┌─ TASK DATA

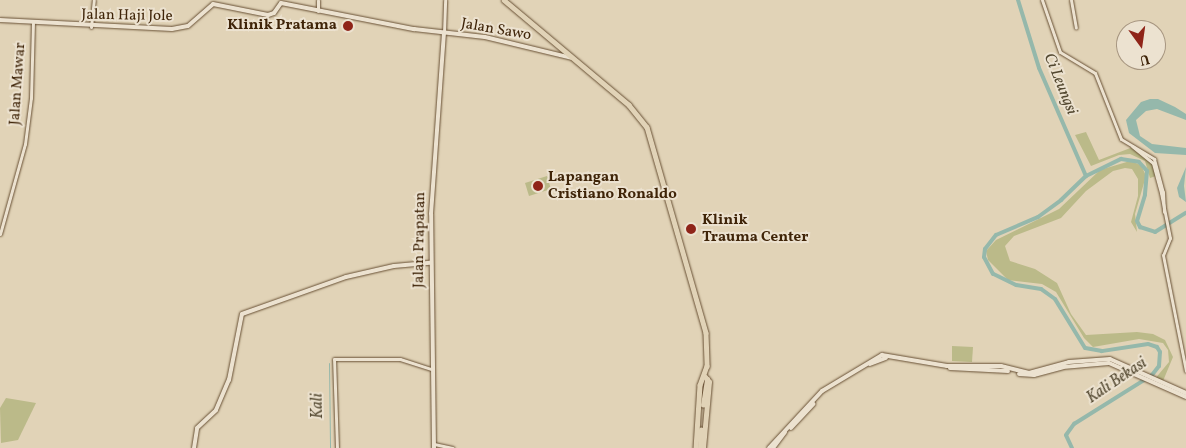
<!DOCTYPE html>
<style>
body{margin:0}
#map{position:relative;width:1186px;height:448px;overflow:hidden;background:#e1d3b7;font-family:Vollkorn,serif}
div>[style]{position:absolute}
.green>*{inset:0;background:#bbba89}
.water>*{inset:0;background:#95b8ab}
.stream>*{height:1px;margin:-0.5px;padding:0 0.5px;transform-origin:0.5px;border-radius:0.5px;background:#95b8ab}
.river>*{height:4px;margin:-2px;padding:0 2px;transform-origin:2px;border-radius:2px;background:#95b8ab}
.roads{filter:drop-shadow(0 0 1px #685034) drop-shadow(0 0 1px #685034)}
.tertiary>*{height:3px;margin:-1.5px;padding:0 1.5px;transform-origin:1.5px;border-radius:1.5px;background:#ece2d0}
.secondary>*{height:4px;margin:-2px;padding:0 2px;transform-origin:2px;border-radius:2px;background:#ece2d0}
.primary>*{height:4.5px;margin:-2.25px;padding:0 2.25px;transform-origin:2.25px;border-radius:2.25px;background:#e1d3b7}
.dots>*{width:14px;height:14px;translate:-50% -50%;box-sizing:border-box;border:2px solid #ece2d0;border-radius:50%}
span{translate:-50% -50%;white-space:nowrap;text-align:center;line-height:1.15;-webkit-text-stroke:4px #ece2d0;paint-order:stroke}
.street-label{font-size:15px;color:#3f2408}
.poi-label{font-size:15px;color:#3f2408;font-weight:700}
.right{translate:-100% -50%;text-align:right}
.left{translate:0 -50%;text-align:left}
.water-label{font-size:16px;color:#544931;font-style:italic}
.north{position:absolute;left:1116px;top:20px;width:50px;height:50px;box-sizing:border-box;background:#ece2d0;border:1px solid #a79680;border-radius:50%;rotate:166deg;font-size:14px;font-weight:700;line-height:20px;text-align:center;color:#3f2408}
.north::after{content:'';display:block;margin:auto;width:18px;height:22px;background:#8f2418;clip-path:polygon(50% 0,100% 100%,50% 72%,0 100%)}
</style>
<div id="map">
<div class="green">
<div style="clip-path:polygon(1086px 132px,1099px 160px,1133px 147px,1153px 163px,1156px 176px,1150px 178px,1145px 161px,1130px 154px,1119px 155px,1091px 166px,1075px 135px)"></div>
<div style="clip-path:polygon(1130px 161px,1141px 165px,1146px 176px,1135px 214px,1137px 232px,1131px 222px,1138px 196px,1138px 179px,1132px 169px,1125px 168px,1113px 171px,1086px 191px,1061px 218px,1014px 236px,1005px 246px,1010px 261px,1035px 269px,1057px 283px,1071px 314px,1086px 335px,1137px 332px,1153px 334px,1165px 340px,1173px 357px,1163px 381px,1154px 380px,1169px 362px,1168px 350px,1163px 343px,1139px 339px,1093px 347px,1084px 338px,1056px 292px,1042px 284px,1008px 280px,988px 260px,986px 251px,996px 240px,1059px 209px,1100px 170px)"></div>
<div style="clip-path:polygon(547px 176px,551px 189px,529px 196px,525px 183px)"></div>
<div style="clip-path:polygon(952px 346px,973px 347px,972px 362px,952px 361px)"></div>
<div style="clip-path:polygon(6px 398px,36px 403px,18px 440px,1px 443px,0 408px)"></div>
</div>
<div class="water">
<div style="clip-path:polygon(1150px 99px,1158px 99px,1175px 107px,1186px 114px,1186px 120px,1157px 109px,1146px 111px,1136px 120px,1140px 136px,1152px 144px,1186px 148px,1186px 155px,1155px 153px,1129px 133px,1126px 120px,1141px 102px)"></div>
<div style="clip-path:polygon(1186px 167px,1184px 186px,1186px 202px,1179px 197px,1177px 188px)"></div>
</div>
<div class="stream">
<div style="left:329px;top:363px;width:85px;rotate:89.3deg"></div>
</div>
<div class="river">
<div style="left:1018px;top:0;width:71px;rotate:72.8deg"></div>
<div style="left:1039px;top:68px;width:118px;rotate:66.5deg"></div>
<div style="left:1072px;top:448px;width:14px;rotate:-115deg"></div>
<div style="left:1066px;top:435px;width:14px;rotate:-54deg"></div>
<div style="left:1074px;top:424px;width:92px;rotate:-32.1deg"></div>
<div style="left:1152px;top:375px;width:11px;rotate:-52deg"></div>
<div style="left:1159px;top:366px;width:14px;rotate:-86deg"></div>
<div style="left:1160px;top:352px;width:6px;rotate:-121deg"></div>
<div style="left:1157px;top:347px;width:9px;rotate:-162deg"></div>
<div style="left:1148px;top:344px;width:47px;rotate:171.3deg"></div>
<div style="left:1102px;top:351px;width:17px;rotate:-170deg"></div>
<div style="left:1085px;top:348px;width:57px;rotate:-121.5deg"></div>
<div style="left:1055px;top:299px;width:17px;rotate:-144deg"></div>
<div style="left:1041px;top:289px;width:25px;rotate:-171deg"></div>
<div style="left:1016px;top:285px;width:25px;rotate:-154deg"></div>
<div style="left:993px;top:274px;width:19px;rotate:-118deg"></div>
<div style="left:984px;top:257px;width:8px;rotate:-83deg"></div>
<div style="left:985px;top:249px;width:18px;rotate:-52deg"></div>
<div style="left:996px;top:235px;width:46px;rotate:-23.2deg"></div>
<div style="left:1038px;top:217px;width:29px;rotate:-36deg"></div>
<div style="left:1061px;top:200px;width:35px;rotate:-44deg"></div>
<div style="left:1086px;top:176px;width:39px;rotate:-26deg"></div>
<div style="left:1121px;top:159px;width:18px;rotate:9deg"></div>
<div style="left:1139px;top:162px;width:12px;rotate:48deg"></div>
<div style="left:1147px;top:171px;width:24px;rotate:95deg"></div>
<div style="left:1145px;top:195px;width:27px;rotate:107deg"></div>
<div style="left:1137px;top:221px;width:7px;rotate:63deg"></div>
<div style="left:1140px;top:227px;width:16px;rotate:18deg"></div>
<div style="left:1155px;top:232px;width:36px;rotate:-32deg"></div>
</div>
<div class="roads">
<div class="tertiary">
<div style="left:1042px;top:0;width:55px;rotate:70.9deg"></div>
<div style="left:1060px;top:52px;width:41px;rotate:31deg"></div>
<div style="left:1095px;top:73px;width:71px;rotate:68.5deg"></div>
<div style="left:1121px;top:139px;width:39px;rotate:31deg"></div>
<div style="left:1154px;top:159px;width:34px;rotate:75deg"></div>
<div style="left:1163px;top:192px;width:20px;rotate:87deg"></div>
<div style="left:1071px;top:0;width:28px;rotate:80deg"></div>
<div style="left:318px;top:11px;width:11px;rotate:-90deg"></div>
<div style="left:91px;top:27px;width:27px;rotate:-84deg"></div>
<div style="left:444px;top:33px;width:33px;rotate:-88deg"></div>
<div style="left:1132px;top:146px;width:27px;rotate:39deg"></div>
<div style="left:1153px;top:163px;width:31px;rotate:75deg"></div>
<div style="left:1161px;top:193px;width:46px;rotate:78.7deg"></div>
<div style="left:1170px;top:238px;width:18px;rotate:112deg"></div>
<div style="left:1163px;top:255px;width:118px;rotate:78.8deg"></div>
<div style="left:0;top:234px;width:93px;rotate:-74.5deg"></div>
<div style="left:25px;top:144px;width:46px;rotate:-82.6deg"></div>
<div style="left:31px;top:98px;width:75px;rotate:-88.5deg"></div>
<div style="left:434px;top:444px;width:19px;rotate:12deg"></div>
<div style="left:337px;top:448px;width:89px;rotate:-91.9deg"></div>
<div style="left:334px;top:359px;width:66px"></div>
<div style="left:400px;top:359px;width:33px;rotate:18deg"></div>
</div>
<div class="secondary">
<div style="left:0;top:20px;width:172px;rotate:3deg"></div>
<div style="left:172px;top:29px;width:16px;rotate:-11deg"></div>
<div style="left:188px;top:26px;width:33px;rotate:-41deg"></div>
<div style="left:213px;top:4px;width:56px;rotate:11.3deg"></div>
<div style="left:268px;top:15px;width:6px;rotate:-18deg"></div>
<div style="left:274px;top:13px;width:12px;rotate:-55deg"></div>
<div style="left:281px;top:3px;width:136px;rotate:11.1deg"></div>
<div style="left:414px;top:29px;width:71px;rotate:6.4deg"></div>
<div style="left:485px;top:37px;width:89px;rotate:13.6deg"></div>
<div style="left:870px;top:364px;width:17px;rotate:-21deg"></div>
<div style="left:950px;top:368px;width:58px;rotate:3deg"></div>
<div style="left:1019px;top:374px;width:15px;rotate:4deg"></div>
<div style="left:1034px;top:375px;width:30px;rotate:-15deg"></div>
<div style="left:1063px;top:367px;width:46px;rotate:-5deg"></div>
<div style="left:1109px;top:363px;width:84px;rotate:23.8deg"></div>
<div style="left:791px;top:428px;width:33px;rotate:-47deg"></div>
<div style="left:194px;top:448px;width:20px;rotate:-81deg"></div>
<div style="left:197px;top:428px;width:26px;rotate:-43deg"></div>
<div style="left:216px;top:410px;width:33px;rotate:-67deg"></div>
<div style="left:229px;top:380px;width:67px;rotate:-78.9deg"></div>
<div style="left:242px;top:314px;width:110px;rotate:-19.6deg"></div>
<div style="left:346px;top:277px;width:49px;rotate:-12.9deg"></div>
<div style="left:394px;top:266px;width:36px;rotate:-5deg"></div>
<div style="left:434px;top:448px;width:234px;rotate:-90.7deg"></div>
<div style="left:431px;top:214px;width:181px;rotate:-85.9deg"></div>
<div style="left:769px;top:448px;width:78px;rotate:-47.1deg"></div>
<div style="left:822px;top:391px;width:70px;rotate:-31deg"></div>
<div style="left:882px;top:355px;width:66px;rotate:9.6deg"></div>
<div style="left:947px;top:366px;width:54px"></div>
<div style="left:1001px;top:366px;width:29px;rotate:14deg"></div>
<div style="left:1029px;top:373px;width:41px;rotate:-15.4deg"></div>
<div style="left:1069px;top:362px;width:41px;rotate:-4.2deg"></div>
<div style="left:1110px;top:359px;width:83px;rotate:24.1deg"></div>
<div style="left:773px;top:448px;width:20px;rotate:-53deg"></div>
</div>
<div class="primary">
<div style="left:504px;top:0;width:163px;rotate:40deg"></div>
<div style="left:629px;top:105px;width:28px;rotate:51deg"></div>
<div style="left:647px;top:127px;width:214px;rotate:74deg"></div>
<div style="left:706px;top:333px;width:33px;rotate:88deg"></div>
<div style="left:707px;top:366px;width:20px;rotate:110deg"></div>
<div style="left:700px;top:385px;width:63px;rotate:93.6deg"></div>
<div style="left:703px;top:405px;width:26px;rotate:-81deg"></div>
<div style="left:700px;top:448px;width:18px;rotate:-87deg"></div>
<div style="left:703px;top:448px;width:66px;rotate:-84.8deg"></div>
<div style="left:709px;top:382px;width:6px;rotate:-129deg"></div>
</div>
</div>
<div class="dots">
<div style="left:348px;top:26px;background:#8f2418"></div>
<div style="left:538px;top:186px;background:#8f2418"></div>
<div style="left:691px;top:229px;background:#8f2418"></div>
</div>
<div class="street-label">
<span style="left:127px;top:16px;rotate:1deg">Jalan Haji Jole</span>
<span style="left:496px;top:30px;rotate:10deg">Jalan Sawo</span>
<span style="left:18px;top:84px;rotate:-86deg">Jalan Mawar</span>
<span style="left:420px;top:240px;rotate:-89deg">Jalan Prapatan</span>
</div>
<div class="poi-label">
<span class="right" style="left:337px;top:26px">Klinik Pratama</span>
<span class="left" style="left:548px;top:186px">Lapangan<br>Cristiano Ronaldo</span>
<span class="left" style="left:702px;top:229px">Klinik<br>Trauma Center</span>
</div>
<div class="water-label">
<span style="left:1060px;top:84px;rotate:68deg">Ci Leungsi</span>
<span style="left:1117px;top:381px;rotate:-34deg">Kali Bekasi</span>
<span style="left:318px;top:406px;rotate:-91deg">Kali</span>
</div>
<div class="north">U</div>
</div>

└─

Answer required as a bare number: state how many lines in the material contain the word "solid".

ANSWER TO THIS EXERCISE - 2